On top of this, the economy has slowed to a crawl and may already be in recession, undermining tax revenues and so further tipping the public finances into the red.

“The economy is set to grow a lot more slowly than was expected [at the time of the March spring statement] so even without the tax cuts, it looks like the long-term deficit will be perhaps £40bn higher than expected back then, after all of the energy support package has come to an end,” Mr Johnson said.

“Add another £30bn of tax cuts and we are expecting to end up with a deficit in three years’ time at around the £100bn mark.”

It puts the Government on track to borrow around £100bn or more each year for the foreseeable future, the IFS warned, starting with £231bn this year – up from the £99bn the Office for Budget Responsibility predicted back in March – and £162bn next year, more than three-times March’s forecast of £50bn.

For the following three years, the annual deficit is set to come in at around £100bn, compared to around £35bn per year on the OBR’s prior predictions.

“If that is where we end up, not only will that break the fiscal rules legislated just earlier this year, it will put debt on an unsustainable path,” said Mr Johnson.

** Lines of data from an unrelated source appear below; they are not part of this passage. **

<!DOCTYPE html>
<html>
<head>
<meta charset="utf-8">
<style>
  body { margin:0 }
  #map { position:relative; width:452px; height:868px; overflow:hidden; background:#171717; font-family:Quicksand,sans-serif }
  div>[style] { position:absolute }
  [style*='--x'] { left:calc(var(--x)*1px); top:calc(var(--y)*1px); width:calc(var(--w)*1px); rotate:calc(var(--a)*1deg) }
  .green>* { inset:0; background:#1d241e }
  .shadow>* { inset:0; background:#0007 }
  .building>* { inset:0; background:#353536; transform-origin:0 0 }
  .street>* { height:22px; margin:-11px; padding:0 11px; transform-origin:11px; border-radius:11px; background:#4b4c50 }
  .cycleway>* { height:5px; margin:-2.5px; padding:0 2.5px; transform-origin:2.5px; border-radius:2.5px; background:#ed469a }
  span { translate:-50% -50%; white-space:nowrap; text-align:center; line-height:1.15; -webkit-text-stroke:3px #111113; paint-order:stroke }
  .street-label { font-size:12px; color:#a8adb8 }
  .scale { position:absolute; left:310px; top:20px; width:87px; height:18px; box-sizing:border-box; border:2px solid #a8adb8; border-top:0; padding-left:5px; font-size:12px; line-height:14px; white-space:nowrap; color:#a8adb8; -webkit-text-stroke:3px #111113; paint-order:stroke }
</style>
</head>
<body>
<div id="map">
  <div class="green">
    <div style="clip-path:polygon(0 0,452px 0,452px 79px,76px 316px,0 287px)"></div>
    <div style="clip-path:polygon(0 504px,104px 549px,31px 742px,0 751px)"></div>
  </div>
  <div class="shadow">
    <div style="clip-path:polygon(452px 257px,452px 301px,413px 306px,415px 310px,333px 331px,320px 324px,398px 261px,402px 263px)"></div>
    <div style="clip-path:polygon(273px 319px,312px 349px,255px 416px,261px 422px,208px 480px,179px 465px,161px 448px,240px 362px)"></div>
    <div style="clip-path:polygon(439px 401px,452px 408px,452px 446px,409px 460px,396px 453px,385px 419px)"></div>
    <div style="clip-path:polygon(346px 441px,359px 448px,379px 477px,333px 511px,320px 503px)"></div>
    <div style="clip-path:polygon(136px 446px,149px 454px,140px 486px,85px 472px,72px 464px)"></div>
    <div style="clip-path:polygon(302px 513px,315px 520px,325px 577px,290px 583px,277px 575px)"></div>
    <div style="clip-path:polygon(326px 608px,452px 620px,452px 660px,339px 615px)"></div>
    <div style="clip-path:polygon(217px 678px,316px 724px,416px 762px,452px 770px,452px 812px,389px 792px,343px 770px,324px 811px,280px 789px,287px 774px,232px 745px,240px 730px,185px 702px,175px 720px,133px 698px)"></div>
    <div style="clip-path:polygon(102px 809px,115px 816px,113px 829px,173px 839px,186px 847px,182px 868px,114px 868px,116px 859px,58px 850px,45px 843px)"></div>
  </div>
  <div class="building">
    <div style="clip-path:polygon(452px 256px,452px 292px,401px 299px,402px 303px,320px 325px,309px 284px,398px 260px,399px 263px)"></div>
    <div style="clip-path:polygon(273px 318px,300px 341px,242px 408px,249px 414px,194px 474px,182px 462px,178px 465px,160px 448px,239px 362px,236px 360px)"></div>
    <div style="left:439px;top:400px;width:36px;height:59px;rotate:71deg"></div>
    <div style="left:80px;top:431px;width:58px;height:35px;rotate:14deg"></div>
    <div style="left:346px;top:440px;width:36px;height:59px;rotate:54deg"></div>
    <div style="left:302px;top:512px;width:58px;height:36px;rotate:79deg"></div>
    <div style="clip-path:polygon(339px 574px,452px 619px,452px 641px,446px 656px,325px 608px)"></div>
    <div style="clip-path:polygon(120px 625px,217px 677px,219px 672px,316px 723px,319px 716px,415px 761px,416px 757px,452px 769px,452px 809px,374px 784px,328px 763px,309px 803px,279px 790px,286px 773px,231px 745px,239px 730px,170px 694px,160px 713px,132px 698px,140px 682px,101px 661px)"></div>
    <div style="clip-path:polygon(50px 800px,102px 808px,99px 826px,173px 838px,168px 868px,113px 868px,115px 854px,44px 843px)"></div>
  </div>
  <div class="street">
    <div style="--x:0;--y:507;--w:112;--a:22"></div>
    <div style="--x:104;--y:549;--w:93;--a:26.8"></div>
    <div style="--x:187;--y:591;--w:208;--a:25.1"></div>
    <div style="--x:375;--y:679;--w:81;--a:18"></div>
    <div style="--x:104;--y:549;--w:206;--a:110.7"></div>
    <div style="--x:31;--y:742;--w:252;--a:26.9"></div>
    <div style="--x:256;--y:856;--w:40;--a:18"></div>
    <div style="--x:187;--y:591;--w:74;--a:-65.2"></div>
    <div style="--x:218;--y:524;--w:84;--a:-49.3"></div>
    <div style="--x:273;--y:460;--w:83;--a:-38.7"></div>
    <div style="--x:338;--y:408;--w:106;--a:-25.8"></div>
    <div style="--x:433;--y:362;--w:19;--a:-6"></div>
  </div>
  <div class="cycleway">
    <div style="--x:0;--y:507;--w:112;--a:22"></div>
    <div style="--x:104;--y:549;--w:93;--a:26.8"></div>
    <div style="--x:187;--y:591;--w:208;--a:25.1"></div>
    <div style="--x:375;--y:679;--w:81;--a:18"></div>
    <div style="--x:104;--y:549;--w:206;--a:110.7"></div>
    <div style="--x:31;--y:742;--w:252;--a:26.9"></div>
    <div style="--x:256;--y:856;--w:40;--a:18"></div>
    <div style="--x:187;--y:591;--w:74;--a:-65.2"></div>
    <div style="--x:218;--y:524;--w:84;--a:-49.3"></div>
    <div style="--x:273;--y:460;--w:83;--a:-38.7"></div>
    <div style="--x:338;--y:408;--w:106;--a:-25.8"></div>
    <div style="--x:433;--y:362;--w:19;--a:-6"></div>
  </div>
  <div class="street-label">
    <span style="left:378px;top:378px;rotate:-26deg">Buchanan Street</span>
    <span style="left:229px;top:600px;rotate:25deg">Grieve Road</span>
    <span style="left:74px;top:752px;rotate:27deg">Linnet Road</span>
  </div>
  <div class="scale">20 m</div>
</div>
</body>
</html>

However, despite the tax cuts and very heavy spending to hold down energy bills, the average person will still feel worse off this year than last year thanks to galloping inflation eroding living standards.

The median worker on £29,000 will be just over £500 worse off, equating to a 2.8pc fall in their real earnings, the IFS estimates.

Someone on £44,000 will be down more than £1,000, or 3.9pc.

Only a full-time worker on the minimum wage, earning £16,200, will find themselves keeping up with prices, eking out a 0.1pc rise in take-home pay this year.

Boris Johnson’s government effectively overall implemented “a large tax rise”, said Xiaowei Xu at the IFS.

Some of this will be softened by Mr Kwarteng’s expected tax cuts, but overall Britons face net tax rises over the past 12 months, amounting to a roughly £500 hit for the average household, rising to close to £2,000 for those in the top 10pc by income.